Uncertainty in geopolitics remains high, the price of gold is back above the $3,300 mark, and yet oil starts the week in the red. This is mainly due to two reasons. First, the U.S. economy contracted by 0.3% for the first time since 2022, while analysts were expecting a 0.4% increase. Second, OPEC+ has decided to accelerate oil production.

There is no real reason to panic on the first point, at least for now. The weaker GDP numbers are primarily due to a widening trade imbalance: anticipating higher tariffs from Trump, companies have rushed to stock up on imports. At the same time, consumer confidence is worsening, which could slow the economy further.

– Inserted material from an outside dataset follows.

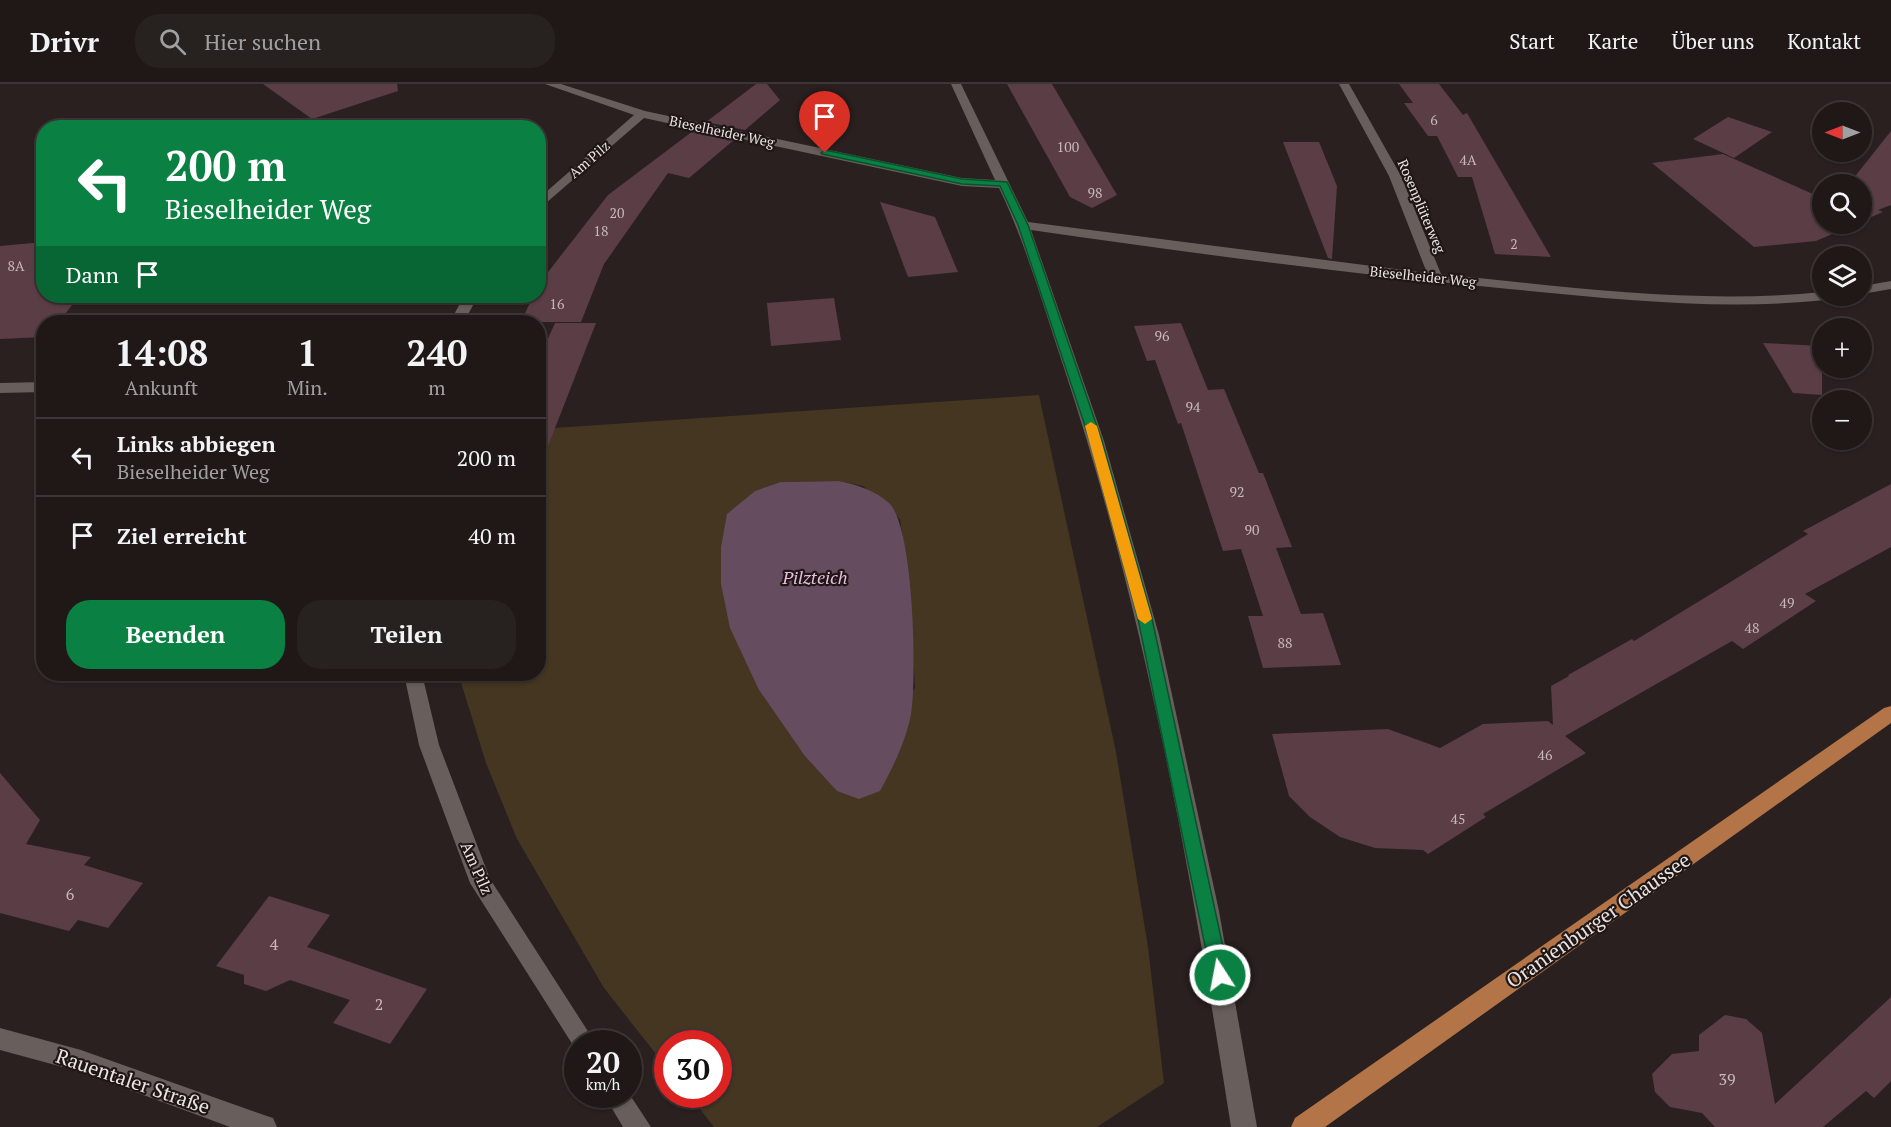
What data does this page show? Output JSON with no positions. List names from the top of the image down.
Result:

As for OPEC+, the cartel’s recent decision could return up to 2.2 million barrels daily to the market in November. Expectations of a global economic rebound do not drive this move, but by Saudi Arabia’s desire to punish some members for exceeding their production quotas, a tactic it has used effectively in the past.
Will oil prices continue to fall?
Given the growing risks of a global economic slowdown (the IMF has lowered its global growth forecast for 2025 by 0.5% to 2.8%), exacerbated mainly by trade wars, oil demand could remain weak. This means that oil prices could remain under pressure. Some analysts are even predicting a drop below $50 per barrel.
However, it should be noted that Saudi Arabia’s budget assumes oil prices around $90 per barrel. A prolonged drop could also hurt the U.S.: shale production becomes unprofitable at such low levels, leading to a slowdown in production. In short, it is in no one’s interest for prices to remain low, which may limit their fall.
One possible source of support for oil prices could come if Trump imposes secondary sanctions on Tehran’s oil buyers. The Venezuelan precedent shows that such measures can work. In addition, some U.S. senators are proposing similar sanctions against Russia. If these threats become reality, the global oil supply would tighten.